[Opening INPUT FOR THIS TASK section]
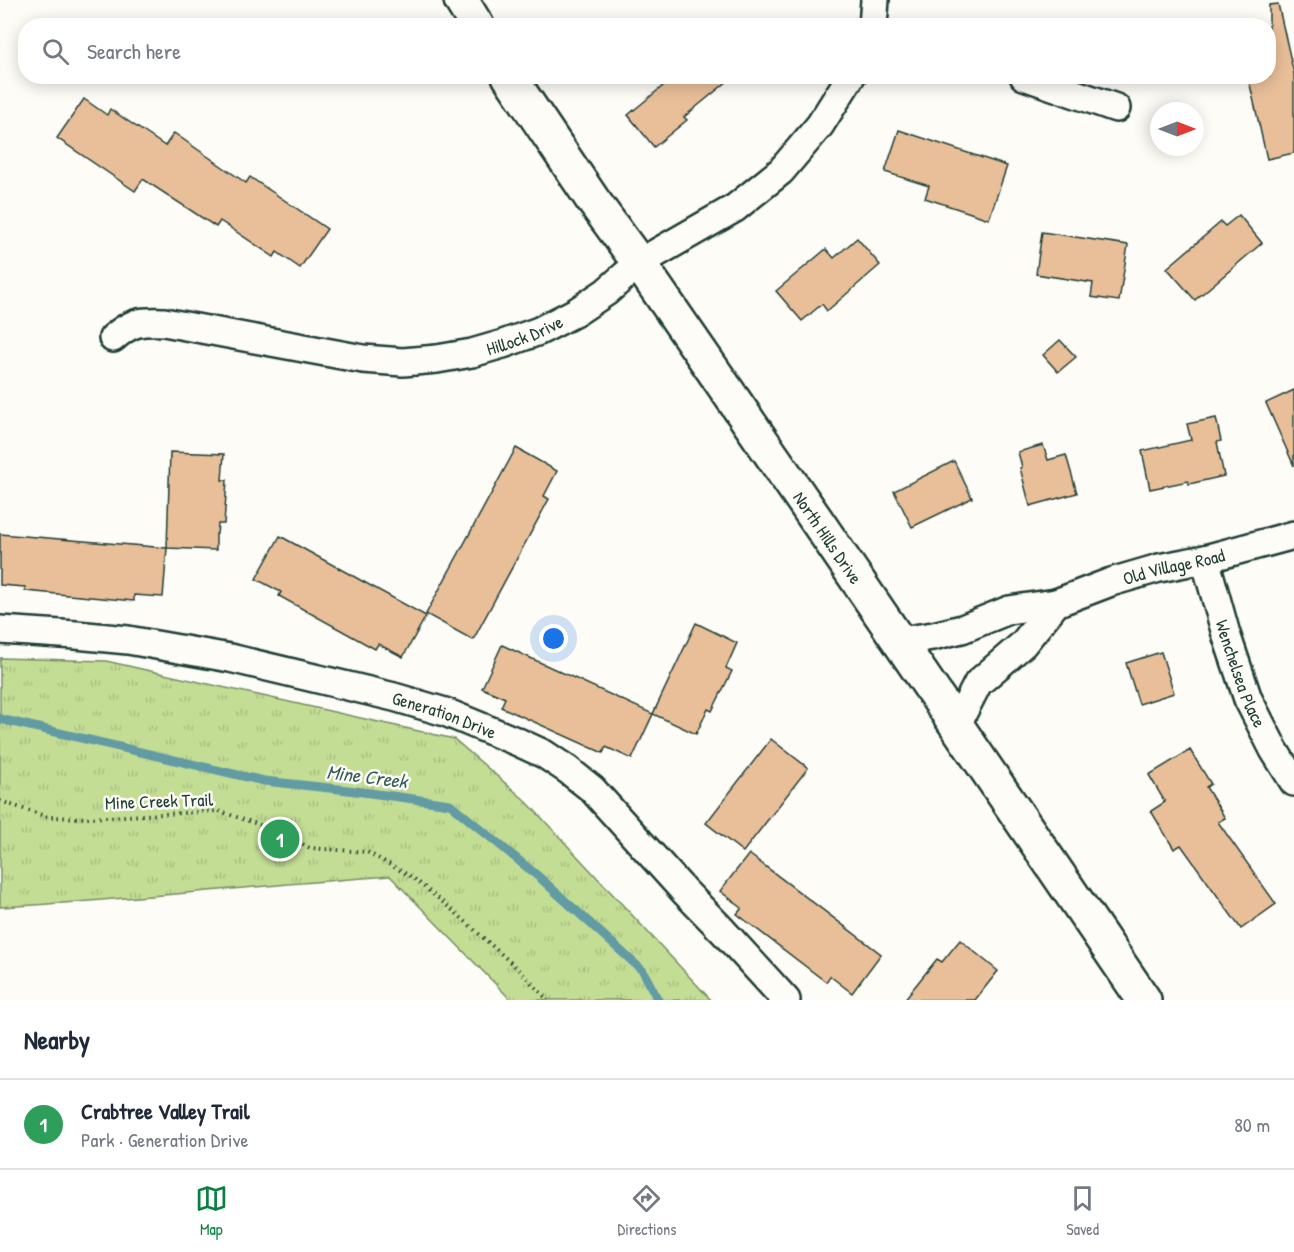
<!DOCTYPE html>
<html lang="en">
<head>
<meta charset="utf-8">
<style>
	:root { --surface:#fff; --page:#f2f2f3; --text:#1f2937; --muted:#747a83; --line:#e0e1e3; --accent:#0b8043 }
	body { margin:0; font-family:"Patrick Hand",sans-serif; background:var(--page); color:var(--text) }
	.compass { position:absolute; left:1150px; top:102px; width:54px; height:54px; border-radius:50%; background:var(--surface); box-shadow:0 3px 15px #0003; rotate:90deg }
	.you { position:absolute; left:554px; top:639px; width:21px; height:21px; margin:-15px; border:4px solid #fff; border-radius:50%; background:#1a73e8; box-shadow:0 0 0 9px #1a73e833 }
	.badge { display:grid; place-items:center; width:39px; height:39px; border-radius:50%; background:var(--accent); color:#fff; font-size:20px; font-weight:700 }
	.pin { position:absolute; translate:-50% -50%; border:3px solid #fff; box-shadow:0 2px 6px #0006 }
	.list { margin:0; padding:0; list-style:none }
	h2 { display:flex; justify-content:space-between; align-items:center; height:78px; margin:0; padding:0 24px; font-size:26px }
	h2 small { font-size:20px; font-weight:400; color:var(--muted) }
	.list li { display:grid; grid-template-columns:39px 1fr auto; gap:18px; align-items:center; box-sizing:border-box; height:90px; padding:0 24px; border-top:2px solid var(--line) }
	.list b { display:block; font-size:22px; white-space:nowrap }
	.list p { margin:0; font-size:20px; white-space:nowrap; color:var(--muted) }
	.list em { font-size:20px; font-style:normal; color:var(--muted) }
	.icon { flex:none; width:33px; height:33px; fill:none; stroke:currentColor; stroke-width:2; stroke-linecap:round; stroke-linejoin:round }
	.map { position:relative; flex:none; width:1294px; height:1000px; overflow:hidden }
	.search { position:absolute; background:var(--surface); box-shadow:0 3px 15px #0003; left:18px; right:18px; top:18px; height:66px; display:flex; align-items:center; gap:15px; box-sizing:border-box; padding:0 21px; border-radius:24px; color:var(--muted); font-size:22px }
	.sheet { height:168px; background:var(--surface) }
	nav { display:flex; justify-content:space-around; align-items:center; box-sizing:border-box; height:84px; border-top:2px solid var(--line); background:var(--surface); font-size:16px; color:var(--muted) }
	nav a { display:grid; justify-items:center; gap:3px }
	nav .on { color:var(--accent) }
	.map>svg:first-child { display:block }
	.park { fill:url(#park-tufts); stroke:#728d64; stroke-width:1.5 }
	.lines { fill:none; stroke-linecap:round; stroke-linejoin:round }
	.stream { stroke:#629ba4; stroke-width:9 }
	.building { fill:#e9bf99; stroke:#1f3d34; stroke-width:1.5 }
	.minor-casing { stroke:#1f3d34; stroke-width:32 }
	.secondary-casing { stroke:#1f3d34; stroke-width:38 }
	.path { stroke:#1f3d34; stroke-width:4; stroke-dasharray:1.5 4.5; stroke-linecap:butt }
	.minor { stroke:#fdfcf7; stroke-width:27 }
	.secondary { stroke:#fdfcf7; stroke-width:33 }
	.labels { text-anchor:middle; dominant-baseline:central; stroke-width:5; stroke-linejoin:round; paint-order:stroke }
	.street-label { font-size:18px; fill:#1f3d34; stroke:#fdfcf7 }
	.water-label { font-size:20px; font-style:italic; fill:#355c59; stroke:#fdfcf7 }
</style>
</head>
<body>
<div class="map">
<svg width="1294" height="1000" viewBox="0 0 1294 1000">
	<defs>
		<pattern id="park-tufts" width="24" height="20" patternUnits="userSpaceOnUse" patternTransform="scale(1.5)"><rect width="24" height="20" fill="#c4dd94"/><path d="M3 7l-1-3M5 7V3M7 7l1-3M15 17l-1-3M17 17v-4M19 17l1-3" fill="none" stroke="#a8bf80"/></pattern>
	</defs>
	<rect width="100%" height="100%" fill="#fdfcf7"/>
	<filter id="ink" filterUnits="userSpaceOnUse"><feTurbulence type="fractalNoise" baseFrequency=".0167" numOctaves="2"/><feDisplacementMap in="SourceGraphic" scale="12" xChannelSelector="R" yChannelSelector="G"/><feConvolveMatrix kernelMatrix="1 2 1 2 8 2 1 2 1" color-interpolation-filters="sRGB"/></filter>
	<g filter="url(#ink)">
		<path class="park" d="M0,658L106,661L454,739L526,801L711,1000H511L390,876C260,885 130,900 0,907Z"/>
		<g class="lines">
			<polyline class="stream" points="0,719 264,781 348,790 450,804 539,877 643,971 658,1000"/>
		</g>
		<g class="building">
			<polygon points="1278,4 1294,74 1294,153 1267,159 1248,76 1269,76 1269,5"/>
			<polygon points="675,76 734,76 684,117 687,120 654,147 628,115"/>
			<polygon points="84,99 107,115 110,109 165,146 174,133 246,183 250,177 327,229 300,268 277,252 274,257 220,221 216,227 143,179 135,191 57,138"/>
			<polygon points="899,130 1007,166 989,219 925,198 929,186 885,172"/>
			<polygon points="1239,215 1262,243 1195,300 1167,268 1221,222 1225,226"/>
			<polygon points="1042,232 1128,245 1119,301 1091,297 1093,283 1036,274"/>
			<polygon points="857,238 880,265 827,311 822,304 802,321 776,291 826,249 834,258"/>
			<polygon points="1060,340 1076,357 1058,372 1043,355"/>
			<polygon points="1294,390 1294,466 1266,403"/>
			<polygon points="1216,418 1221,441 1217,442 1224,476 1189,484 1188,481 1150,489 1142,451 1191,440 1187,424"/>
			<polygon points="1043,445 1048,460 1066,455 1077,493 1030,506 1020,468 1022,467 1018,452"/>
			<polygon points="516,448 557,471 544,496 549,499 473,640 426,614"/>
			<polygon points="170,452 224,454 222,480 227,480 224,524 218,524 217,534 216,534 216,550 167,548"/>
			<polygon points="954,461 972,498 912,527 894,491"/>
			<polygon points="0,534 167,548 163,597 134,595 134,601 25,591 25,587 0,585"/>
			<polygon points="280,536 426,616 403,657 378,644 375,649 279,596 281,592 256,579"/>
			<polygon points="696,623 737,643 726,668 732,671 712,711 708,709 696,734 653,714"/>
			<polygon points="502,645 653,714 632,759 606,747 603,753 501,707 505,698 482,688"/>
			<polygon points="1161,652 1174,693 1139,704 1126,663"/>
			<polygon points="771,739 808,768 743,852 706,823"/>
			<polygon points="1190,750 1211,784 1206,787 1225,818 1218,822 1276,904 1241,929 1181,845 1174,849 1151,811 1165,802 1149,775"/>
			<polygon points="749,854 881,954 852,993 830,976 826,982 737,914 742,908 720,891"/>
			<polygon points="960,940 998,971 975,1000 904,1000 937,959 942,962"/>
		</g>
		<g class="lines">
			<g class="minor-casing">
				<g id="minor">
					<polyline points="873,26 875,0"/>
					<polyline points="1024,76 1116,108"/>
					<path id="s1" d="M113,338C131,322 140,321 164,322L363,359L403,362L437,359L472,353L503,344L539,331L576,312L606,292L639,263L735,208L781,171L820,125L851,76"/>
					<path id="s2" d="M1205,559L1226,634L1248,699L1274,750L1294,782"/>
					<path id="s3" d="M0,630L76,635L128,640L230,658L394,697L445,712L518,742L544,754L568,770L592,789L684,891L722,930L786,1000"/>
					<path id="s4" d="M900,641L933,636L962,629L1009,610L1056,603L1111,582L1159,568L1205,559L1294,535"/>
					<polyline points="957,724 978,683 1023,644 1056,603"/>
				</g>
			</g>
			<g class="secondary-casing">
				<g id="secondary">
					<polyline points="461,0 477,26"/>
					<path id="s5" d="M509,76L592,199L639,263L806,505L1144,1000"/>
				</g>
			</g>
			<polyline class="path" points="0,801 48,817 88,818 219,811 269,828 310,848 367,852 412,877 457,914 520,971 548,1000"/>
			<use href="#minor" class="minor"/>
			<use href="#secondary" class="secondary"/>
		</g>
	</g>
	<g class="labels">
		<g class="street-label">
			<text stroke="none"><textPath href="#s1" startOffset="423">Hillock Drive</textPath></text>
			<text stroke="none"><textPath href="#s5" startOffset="561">North Hills Drive</textPath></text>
			<text stroke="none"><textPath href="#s4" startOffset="285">Old Village Road</textPath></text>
			<text stroke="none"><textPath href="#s2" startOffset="120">Wenchelsea Place</textPath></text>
			<text stroke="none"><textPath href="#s3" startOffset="454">Generation Drive</textPath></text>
			<text transform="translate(159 801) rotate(-2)">Mine Creek Trail</text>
		</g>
		<g class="water-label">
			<text transform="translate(367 776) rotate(7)">Mine Creek</text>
		</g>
	</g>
</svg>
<svg class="compass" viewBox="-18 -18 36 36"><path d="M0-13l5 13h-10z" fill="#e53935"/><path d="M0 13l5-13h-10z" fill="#747a83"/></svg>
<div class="you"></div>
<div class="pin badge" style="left:280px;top:839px;background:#2e9e5b">1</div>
<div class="search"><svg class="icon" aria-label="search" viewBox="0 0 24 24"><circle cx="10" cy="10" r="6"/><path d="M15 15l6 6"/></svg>Search here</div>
</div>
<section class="sheet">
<h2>Nearby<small></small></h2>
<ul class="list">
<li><span class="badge" style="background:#2e9e5b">1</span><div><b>Crabtree Valley Trail</b><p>Park · Generation Drive</p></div><em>80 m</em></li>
</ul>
</section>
<nav>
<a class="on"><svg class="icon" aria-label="map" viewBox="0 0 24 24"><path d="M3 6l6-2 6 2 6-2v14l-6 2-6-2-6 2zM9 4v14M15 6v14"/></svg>Map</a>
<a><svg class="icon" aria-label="directions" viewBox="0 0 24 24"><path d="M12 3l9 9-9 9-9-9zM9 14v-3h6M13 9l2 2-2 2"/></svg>Directions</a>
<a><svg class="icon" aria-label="saved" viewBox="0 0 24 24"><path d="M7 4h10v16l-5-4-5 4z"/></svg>Saved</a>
</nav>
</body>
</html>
[Closing INPUT FOR THIS TASK section]
WHAT IS EXPECTED:
Word for word and without pictures, please write out only the lines from the start of the entries through the line containing "position:absolute; left:554px; top:639px;", both included.

OUTPUT FOR THIS TASK:
<!DOCTYPE html>
<html lang="en">
<head>
<meta charset="utf-8">
<style>
	:root { --surface:#fff; --page:#f2f2f3; --text:#1f2937; --muted:#747a83; --line:#e0e1e3; --accent:#0b8043 }
	body { margin:0; font-family:"Patrick Hand",sans-serif; background:var(--page); color:var(--text) }
	.compass { position:absolute; left:1150px; top:102px; width:54px; height:54px; border-radius:50%; background:var(--surface); box-shadow:0 3px 15px #0003; rotate:90deg }
	.you { position:absolute; left:554px; top:639px; width:21px; height:21px; margin:-15px; border:4px solid #fff; border-radius:50%; background:#1a73e8; box-shadow:0 0 0 9px #1a73e833 }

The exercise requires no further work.